* [Your task]: I would like you to restate each record word for word.

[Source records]
┄┄┄┄┄┄┄┄┄┄┄┄┄┄┄┄┄┄┄┄

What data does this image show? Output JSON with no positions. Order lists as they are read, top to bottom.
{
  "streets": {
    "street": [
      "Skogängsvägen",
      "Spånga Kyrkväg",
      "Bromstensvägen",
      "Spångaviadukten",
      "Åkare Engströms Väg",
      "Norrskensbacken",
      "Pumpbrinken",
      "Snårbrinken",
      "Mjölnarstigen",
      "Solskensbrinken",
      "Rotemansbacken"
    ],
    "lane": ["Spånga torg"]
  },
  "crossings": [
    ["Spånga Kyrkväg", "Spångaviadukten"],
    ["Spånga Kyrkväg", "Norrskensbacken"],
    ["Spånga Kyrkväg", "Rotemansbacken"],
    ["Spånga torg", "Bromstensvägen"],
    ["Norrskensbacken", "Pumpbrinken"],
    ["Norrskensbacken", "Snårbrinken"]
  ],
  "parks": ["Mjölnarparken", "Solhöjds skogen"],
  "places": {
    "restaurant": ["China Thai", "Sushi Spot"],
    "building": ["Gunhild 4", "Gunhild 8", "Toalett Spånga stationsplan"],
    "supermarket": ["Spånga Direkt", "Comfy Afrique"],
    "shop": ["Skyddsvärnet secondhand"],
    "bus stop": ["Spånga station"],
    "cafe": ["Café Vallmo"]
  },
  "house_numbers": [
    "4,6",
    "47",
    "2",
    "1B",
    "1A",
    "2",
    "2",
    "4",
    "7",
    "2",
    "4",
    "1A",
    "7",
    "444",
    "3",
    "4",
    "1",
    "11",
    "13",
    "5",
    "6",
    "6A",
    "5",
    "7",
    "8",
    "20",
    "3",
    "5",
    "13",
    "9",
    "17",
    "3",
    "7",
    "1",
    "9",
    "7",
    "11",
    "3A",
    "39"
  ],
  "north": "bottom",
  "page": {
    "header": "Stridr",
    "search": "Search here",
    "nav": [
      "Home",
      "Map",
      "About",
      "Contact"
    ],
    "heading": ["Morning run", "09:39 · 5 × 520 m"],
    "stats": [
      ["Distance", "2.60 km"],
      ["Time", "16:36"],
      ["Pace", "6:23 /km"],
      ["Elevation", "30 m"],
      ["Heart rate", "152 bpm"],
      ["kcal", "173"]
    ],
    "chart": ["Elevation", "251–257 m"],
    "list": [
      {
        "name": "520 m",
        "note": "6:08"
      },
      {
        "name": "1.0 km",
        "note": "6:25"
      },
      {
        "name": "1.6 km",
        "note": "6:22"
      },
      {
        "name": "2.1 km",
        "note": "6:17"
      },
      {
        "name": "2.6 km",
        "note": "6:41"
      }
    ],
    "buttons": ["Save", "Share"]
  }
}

┄┄┄┄┄┄┄┄┄┄┄┄┄┄┄┄┄┄┄┄

* [Task response]:
What data does this image show? Output JSON with no positions. Order lists as they are read, top to bottom.
{
  "streets": {
    "street": [
      "Skogängsvägen",
      "Spånga Kyrkväg",
      "Bromstensvägen",
      "Spångaviadukten",
      "Åkare Engströms Väg",
      "Norrskensbacken",
      "Pumpbrinken",
      "Snårbrinken",
      "Mjölnarstigen",
      "Solskensbrinken",
      "Rotemansbacken"
    ],
    "lane": ["Spånga torg"]
  },
  "crossings": [
    ["Spånga Kyrkväg", "Spångaviadukten"],
    ["Spånga Kyrkväg", "Norrskensbacken"],
    ["Spånga Kyrkväg", "Rotemansbacken"],
    ["Spånga torg", "Bromstensvägen"],
    ["Norrskensbacken", "Pumpbrinken"],
    ["Norrskensbacken", "Snårbrinken"]
  ],
  "parks": ["Mjölnarparken", "Solhöjds skogen"],
  "places": {
    "restaurant": ["China Thai", "Sushi Spot"],
    "building": ["Gunhild 4", "Gunhild 8", "Toalett Spånga stationsplan"],
    "supermarket": ["Spånga Direkt", "Comfy Afrique"],
    "shop": ["Skyddsvärnet secondhand"],
    "bus stop": ["Spånga station"],
    "cafe": ["Café Vallmo"]
  },
  "house_numbers": [
    "4,6",
    "47",
    "2",
    "1B",
    "1A",
    "2",
    "2",
    "4",
    "7",
    "2",
    "4",
    "1A",
    "7",
    "444",
    "3",
    "4",
    "1",
    "11",
    "13",
    "5",
    "6",
    "6A",
    "5",
    "7",
    "8",
    "20",
    "3",
    "5",
    "13",
    "9",
    "17",
    "3",
    "7",
    "1",
    "9",
    "7",
    "11",
    "3A",
    "39"
  ],
  "north": "bottom",
  "page": {
    "header": "Stridr",
    "search": "Search here",
    "nav": [
      "Home",
      "Map",
      "About",
      "Contact"
    ],
    "heading": ["Morning run", "09:39 · 5 × 520 m"],
    "stats": [
      ["Distance", "2.60 km"],
      ["Time", "16:36"],
      ["Pace", "6:23 /km"],
      ["Elevation", "30 m"],
      ["Heart rate", "152 bpm"],
      ["kcal", "173"]
    ],
    "chart": ["Elevation", "251–257 m"],
    "list": [
      {
        "name": "520 m",
        "note": "6:08"
      },
      {
        "name": "1.0 km",
        "note": "6:25"
      },
      {
        "name": "1.6 km",
        "note": "6:22"
      },
      {
        "name": "2.1 km",
        "note": "6:17"
      },
      {
        "name": "2.6 km",
        "note": "6:41"
      }
    ],
    "buttons": ["Save", "Share"]
  }
}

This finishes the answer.